We select a random subset of 100,000 molecules from this library and perform high-throughput electronic structure theory calculations to obtain Polarizability using the Kohn-Sham density functional theory (DFT). For these molecules, the initial geometries are generated using the MMFF94s forcefield (from Openbabel software), and are subsequently optimized using BP86 generalized gradient approximation (GGA) functional with the double-\({\zeta}\) basis set by the Karslruhe group. In order to calculate Polarizability, we then perform single point energy calculations using an all-electron restricted DFT framework with the PBE0 hybrid functional and the same double-\({\zeta}\) def2-SVP basis set along with Grimme’s D3 correction to account for dispersion interactions.

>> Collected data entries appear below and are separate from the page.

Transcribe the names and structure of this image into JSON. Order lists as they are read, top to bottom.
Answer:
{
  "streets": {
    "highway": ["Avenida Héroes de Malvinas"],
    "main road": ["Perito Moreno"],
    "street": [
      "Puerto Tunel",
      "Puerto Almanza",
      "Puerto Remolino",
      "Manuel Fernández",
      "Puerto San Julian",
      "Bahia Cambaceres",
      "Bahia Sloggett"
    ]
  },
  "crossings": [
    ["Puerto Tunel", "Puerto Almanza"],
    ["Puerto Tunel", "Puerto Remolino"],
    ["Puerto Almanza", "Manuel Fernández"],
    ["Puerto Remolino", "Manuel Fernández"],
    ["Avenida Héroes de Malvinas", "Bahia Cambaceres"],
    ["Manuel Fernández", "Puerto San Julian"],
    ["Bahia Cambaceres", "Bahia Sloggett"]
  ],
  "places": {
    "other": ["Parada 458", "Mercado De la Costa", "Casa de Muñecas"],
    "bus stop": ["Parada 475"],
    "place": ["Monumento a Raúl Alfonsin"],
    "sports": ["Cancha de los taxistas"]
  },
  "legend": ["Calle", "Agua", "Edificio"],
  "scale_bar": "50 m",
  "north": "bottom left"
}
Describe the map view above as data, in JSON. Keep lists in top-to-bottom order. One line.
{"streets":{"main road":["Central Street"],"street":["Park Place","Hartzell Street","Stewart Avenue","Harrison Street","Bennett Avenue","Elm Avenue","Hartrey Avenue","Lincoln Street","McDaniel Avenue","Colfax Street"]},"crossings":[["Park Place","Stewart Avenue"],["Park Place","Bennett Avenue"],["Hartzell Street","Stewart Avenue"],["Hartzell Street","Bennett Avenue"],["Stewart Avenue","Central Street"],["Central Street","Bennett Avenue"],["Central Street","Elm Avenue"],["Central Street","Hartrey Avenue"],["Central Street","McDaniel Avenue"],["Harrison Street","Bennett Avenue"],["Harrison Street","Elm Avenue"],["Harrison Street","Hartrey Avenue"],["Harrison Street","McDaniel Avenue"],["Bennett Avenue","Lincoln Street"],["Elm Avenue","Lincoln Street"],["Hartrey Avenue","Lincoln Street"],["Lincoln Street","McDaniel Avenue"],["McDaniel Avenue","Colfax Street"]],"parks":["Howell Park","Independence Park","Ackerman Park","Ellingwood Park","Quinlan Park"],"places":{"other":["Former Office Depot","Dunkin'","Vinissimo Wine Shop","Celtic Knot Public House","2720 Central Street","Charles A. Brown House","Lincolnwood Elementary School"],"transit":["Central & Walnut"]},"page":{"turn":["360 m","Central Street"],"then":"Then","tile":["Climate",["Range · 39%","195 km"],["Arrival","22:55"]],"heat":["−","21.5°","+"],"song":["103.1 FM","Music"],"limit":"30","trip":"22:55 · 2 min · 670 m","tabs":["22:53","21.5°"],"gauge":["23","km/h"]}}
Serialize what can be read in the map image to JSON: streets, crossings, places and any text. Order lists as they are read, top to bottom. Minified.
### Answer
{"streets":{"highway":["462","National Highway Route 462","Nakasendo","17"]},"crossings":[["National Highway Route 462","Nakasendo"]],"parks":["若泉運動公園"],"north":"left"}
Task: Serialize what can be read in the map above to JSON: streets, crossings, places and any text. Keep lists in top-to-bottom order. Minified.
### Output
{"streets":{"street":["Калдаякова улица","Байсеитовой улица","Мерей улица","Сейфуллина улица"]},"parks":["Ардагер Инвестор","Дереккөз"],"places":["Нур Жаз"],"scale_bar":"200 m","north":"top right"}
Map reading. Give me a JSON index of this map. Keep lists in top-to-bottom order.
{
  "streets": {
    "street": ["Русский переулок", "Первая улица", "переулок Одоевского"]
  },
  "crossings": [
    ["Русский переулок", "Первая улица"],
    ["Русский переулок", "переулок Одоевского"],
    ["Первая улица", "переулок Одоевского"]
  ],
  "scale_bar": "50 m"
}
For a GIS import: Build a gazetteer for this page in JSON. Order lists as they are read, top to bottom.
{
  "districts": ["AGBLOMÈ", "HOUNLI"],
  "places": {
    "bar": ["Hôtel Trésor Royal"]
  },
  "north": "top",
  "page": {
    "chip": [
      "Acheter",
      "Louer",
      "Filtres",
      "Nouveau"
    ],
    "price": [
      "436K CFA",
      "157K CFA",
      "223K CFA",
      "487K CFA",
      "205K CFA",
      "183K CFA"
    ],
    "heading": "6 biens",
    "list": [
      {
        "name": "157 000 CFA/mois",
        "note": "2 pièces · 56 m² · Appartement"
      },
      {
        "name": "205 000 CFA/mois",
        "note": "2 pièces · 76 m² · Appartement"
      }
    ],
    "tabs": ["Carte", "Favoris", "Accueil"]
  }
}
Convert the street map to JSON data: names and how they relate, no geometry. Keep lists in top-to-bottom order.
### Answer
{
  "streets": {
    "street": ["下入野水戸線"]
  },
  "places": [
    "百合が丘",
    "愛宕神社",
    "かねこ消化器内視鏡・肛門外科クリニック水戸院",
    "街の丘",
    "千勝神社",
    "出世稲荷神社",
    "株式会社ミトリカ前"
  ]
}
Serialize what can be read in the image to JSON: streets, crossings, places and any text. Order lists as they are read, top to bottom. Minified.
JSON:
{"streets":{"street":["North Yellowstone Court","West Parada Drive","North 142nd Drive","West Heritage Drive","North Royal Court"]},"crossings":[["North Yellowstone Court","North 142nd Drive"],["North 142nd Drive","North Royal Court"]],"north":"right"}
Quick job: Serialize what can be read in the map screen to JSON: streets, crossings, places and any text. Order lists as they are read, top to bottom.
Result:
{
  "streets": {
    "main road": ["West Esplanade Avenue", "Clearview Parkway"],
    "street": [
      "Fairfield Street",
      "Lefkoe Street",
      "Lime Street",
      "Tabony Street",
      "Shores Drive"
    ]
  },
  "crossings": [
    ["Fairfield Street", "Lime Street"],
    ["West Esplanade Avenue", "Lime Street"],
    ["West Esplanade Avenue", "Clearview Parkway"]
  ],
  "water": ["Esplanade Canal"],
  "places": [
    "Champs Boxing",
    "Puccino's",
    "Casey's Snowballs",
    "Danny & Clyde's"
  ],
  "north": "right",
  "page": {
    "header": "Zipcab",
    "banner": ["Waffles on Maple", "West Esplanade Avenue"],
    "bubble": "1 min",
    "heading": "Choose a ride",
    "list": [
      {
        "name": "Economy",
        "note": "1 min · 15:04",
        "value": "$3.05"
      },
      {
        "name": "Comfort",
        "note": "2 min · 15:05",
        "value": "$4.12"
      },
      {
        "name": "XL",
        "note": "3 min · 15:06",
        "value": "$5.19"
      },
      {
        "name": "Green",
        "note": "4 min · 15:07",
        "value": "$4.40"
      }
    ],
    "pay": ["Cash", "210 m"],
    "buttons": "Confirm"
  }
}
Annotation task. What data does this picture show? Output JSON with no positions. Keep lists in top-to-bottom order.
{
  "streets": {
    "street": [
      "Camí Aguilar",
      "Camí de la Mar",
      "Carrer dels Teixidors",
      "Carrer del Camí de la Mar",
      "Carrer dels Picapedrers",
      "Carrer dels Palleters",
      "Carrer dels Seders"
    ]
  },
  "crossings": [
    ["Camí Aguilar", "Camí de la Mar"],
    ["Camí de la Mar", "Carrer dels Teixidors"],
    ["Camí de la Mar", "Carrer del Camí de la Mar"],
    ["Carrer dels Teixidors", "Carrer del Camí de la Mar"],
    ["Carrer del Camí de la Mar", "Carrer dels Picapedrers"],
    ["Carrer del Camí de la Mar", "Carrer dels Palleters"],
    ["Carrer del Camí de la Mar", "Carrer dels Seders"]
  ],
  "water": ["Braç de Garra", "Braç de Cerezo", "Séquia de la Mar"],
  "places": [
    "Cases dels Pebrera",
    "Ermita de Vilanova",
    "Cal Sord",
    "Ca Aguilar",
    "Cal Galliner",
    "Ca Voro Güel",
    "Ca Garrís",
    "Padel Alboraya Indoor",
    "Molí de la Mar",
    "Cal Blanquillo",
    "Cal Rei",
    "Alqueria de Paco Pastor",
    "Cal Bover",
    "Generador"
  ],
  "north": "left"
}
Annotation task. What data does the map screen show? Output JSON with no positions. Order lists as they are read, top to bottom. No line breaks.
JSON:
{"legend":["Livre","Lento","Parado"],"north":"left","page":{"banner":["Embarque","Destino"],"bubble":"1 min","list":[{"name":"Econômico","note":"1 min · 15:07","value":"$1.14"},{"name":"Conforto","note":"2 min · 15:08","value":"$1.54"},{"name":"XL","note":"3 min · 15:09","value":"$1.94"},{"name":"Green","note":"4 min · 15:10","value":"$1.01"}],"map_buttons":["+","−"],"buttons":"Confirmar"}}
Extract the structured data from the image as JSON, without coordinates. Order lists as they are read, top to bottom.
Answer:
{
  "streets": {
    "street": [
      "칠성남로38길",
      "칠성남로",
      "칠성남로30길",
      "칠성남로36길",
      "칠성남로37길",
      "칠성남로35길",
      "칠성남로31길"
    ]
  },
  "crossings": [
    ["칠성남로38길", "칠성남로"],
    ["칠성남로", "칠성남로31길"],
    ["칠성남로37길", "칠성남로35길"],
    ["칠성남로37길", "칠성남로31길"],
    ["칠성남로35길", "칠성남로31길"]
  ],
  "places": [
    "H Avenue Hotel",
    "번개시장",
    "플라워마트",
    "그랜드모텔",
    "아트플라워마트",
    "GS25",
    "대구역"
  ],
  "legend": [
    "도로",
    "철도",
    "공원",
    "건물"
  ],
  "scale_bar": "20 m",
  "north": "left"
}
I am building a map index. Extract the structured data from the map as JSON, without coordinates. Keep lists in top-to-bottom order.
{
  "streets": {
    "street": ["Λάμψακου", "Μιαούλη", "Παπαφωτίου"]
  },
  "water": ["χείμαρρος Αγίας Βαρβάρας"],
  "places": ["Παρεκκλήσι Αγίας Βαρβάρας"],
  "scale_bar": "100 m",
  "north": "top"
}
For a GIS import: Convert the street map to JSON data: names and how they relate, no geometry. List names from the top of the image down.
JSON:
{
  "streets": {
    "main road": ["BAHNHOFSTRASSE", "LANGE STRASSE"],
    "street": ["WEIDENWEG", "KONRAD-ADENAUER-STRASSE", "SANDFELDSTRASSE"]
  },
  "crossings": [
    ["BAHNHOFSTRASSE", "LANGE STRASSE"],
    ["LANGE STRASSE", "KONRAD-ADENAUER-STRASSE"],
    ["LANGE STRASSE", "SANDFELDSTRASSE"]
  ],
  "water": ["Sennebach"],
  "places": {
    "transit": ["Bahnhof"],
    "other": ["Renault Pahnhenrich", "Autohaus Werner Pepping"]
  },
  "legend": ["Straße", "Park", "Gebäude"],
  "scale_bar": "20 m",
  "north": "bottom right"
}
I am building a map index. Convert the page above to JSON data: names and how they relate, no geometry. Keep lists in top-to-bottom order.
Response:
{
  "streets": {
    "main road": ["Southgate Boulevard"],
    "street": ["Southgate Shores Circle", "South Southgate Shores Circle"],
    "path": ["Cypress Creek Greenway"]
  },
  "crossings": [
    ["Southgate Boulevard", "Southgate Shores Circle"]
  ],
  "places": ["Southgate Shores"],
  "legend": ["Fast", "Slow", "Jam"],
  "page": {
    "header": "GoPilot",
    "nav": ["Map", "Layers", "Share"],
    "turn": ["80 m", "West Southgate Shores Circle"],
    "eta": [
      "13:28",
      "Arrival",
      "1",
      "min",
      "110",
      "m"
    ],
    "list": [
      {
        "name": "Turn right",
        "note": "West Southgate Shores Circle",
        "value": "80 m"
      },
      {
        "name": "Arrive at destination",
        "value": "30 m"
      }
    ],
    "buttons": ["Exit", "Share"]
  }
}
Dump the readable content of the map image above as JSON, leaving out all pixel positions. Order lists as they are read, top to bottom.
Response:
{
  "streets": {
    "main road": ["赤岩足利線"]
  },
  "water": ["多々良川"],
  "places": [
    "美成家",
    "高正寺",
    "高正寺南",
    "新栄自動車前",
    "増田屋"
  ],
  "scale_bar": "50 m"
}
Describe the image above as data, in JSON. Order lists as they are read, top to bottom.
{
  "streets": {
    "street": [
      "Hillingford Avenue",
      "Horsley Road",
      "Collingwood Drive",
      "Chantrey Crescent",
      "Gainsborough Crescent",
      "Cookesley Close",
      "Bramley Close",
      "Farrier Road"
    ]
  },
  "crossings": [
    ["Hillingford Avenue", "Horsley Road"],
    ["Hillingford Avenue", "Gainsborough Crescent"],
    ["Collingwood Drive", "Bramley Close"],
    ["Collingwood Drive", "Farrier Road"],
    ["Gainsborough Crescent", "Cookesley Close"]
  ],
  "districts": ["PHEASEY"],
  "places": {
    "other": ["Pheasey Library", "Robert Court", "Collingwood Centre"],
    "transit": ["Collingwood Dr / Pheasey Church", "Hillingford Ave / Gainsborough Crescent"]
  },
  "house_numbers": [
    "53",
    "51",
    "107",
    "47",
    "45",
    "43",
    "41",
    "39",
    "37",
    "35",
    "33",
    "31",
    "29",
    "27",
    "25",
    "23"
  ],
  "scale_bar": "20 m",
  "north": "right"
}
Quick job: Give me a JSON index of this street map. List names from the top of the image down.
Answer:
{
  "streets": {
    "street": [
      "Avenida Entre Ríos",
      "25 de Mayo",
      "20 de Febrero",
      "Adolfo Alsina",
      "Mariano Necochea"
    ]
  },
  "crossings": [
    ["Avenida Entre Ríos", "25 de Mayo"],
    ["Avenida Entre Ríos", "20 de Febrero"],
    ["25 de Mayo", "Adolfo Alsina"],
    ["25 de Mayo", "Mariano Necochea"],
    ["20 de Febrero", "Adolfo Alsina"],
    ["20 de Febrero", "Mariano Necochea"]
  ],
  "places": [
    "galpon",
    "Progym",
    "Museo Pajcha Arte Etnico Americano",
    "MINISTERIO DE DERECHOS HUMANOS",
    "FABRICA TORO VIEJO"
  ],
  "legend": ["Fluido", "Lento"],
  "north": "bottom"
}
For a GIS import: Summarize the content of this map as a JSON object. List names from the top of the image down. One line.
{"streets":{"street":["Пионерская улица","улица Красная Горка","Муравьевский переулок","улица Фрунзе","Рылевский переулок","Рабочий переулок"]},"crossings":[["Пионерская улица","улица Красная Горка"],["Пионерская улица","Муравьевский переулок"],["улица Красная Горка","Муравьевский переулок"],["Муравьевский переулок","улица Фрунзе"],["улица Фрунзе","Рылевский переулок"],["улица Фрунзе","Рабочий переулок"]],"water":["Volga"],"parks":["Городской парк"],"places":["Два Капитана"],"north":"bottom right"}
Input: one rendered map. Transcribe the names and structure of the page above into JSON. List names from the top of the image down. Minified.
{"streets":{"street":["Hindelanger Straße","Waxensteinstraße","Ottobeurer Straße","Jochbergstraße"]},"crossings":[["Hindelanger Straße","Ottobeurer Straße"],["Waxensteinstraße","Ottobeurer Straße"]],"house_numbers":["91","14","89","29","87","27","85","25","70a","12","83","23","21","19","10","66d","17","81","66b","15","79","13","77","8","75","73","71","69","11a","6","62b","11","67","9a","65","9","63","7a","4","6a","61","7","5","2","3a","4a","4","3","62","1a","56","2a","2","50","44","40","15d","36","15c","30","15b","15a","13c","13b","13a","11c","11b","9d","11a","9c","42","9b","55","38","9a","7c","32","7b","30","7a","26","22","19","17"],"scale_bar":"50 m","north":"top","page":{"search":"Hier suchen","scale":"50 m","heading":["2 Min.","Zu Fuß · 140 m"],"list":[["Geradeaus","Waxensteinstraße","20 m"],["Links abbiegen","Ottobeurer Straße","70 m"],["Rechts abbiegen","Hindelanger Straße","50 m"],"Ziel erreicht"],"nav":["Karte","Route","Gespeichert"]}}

Since RI is to be estimated from pol, we additionally use a larger and more accurate triple-\({\zeta}\) def2-TZVP basis set from the Karlsruhe group for Polarizability. However, considering the computational overhead of these extra calculations at higher levels of quantum theory, we only use the triple-\({\zeta}\) basis set for a random subset of 10,000 molecules from the 100,000 molecules considered for DFT. All our DFT calculations are carried out using the ORCA 3.0.2 quantum chemistry program package cite{Neese2012} with default settings. By default, these ORCA calculations yield polarizability volume or pol’ in \({Bohr^3}\). For the purposes of this chapter, the def2-SVP and def2-TZVP basis sets and corresponding datasets are abbreviated to SVP and TZVP.

Next, we calculate RI using these Polarizability values and Number Density (obtained from molecular dynamics simulations) and the resulting dataset serves as the ground-truth for our data modeling efforts. In order to accelerate screening of the remainder of the molecules in the library, we develop highly acccurate ML surrogates for predicting Polarizability, RI, and Number Density. In this pursuit, we use a variety of advanced deep neural network (DNN) architectures as they are promising for their performance and flexibility. We benchmark and compare these models and outline some of their strengths and weaknesses in the process.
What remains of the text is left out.